Padahal tanpa ia ketahui, kecupan itu Aldric lakukan karena kalah taruhan dari teman-temannya, tidak lebih dari itu. Bahkan saat mereka bertemu kembali pria itu tidak mengingat Olivia sama sekali.
"Uwekk, kalian membuatku ingin muntah karena mengecup anak jelek itu!" protes Aldric pada teman-temannya setelah ia berhasil menjalani tantangan tak masuk akal itu.
.
.
.
Di tempat lain, tepatnya di sebuah kafe. Alice sedang berkumpul bersama Lucy, Kiara dan Darier. Keempatnya saling bercanda dan tertawa riang.
"Ternyata usaha kita selama ini seakan tidak ada artinya. Sudah capek-capek kita bersandiwara tidak menghasilkan apapun, sedangkan saat kita diam malah dengan sendirinya apa yang kita inginkan tercapai begitu saja," ujar Lucy sembari tertawa konyol.
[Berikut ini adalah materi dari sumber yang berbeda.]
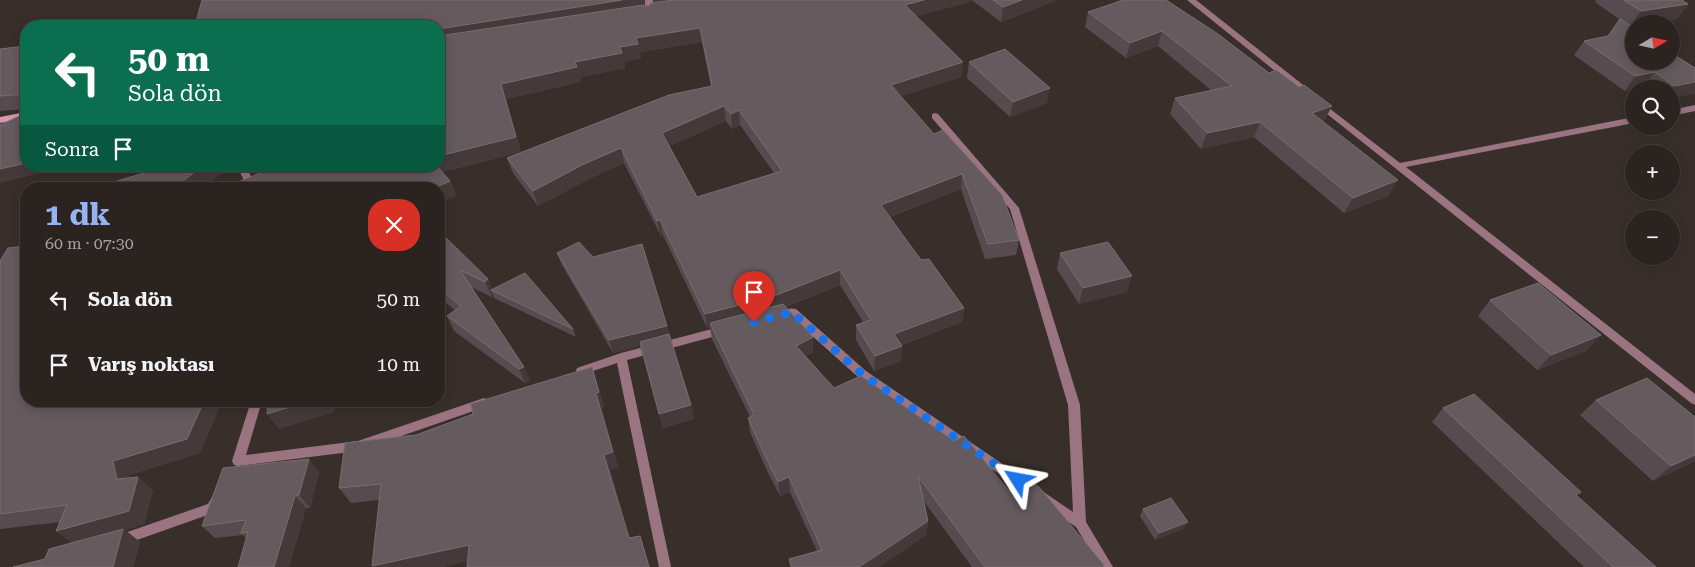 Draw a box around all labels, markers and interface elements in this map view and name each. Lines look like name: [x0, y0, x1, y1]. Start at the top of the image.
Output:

Alice mengangguk, ia pun tidak menyangka akan semudah ini lepas dari ikatan seorang Aldric.
"Kalian masih tidak seberapa, aku yang paling menderita. Harus berpakaian dan berpenampilan seperti om om tapi pada akhirnya tetap ketahuan," timpal Darier dengan wajah yang dibuat-buat cemberut.
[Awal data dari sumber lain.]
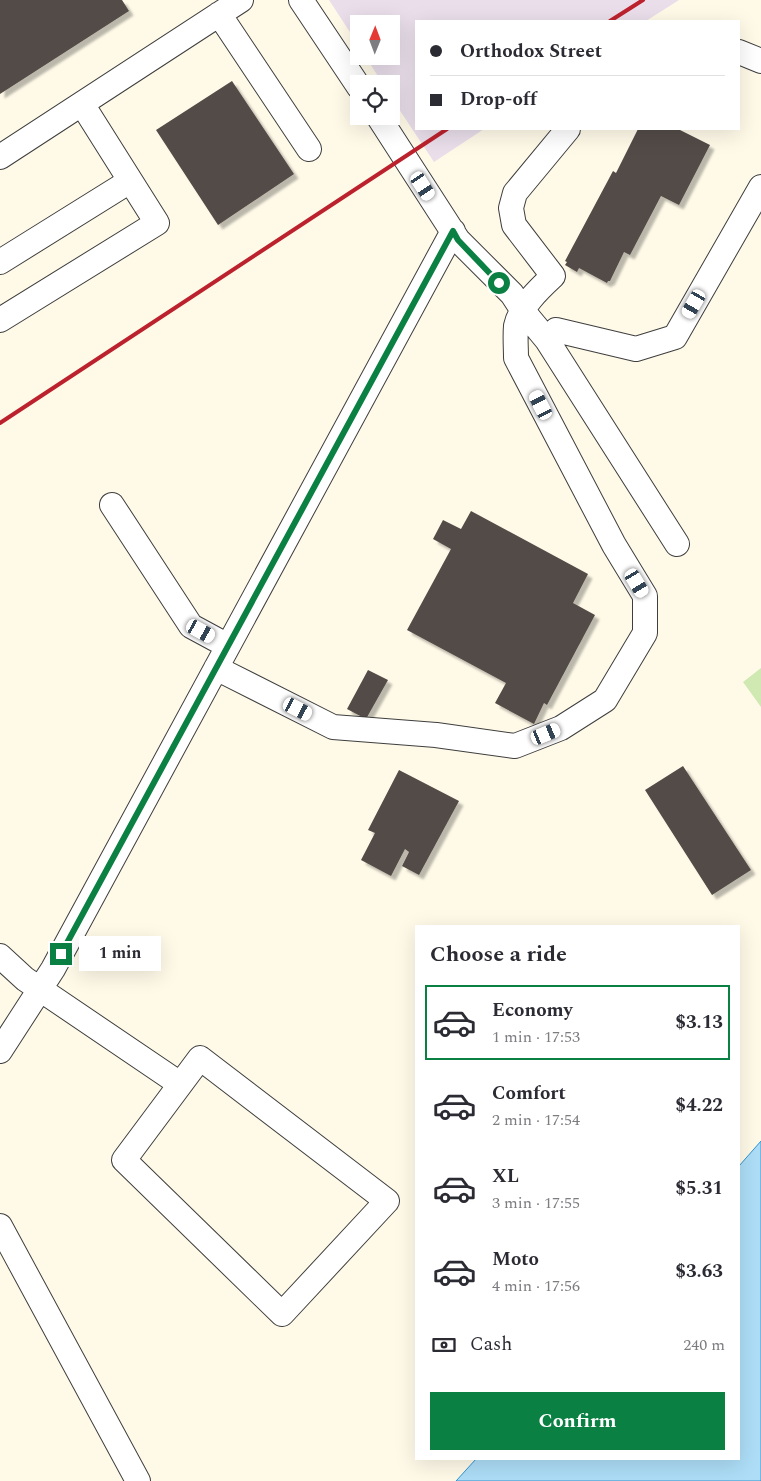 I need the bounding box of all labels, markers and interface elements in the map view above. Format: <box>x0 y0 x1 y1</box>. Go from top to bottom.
north arrow <box>350 15 400 65</box>
map controls <box>350 15 400 125</box>
text: Orthodox Street <box>460 37 602 66</box>
button: locate <box>350 75 400 125</box>
text: Drop-off <box>460 85 537 114</box>
car <box>408 169 437 203</box>
route start <box>488 272 510 294</box>
car <box>680 287 707 321</box>
car <box>527 388 554 422</box>
car <box>622 566 651 600</box>
car <box>184 617 217 645</box>
car <box>281 696 314 722</box>
car <box>529 721 562 747</box>
callout: 1 min <box>78 936 161 972</box>
text: Choose a ride <box>430 938 567 971</box>
text: 1 min <box>99 941 141 965</box>
route end <box>50 943 72 965</box>
text: Economy <box>492 996 573 1025</box>
icon: car <box>432 1000 477 1045</box>
text: $3.13 <box>675 1008 723 1037</box>
text: 1 min · 17:53 <box>492 1025 580 1049</box>
text: Comfort <box>492 1079 566 1108</box>
icon: car <box>432 1083 477 1128</box>
text: $4.22 <box>675 1091 723 1120</box>
text: 2 min · 17:54 <box>492 1108 580 1132</box>
text: XL <box>492 1162 519 1191</box>
icon: car <box>432 1166 477 1211</box>
text: $5.31 <box>675 1174 723 1203</box>
text: 3 min · 17:55 <box>492 1191 580 1215</box>
text: Moto <box>492 1245 539 1274</box>
icon: car <box>432 1249 477 1294</box>
text: $3.63 <box>675 1257 723 1286</box>
text: 4 min · 17:56 <box>492 1274 580 1298</box>
text: Cash <box>470 1330 512 1359</box>
icon: cash <box>430 1331 458 1359</box>
text: 240 m <box>683 1333 725 1357</box>
button: Confirm <box>430 1392 725 1450</box>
Seketika tiga gadis itu menyerangnya. Alice menoyor dahinya, Lucy mencubit gemas pipinya, sementara Kiara mencapit hidungnya.
"Aduh-aduh, ampun. Tolong! Aku dikeroyok tiga gadis," teriaknya dengan suara full. Namun penghuni kafe itu sama sekali tidak menolong, mereka malah tertawa merasa lucu. Bahkan ada yang merekam momen tersebut.
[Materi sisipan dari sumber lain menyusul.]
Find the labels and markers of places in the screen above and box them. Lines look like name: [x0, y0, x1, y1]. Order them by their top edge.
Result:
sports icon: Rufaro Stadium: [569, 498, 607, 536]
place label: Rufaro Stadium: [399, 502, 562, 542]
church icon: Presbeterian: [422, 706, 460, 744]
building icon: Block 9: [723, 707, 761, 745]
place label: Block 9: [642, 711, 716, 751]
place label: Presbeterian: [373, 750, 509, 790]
"Hey-hey. Kalian rekam apa? Hah?" tanya pria itu marah sembari bangkit berdiri. Sedangkan tiga orang gadis yang bersamanya terus terkikik, benar-benar terlihat seperti momen yang sangat bahagia.
Namun dalam wajah yang terus tertawa, Kiara malah merasa bersalah dalam hati. 'Maafkan aku,' batinnya sedih, entah apa yang ia perbuat.
.
.
.
"Bos!" pekik Malvin setelah menemukan keberadaan sang tuan yang ia cari kemana-mana.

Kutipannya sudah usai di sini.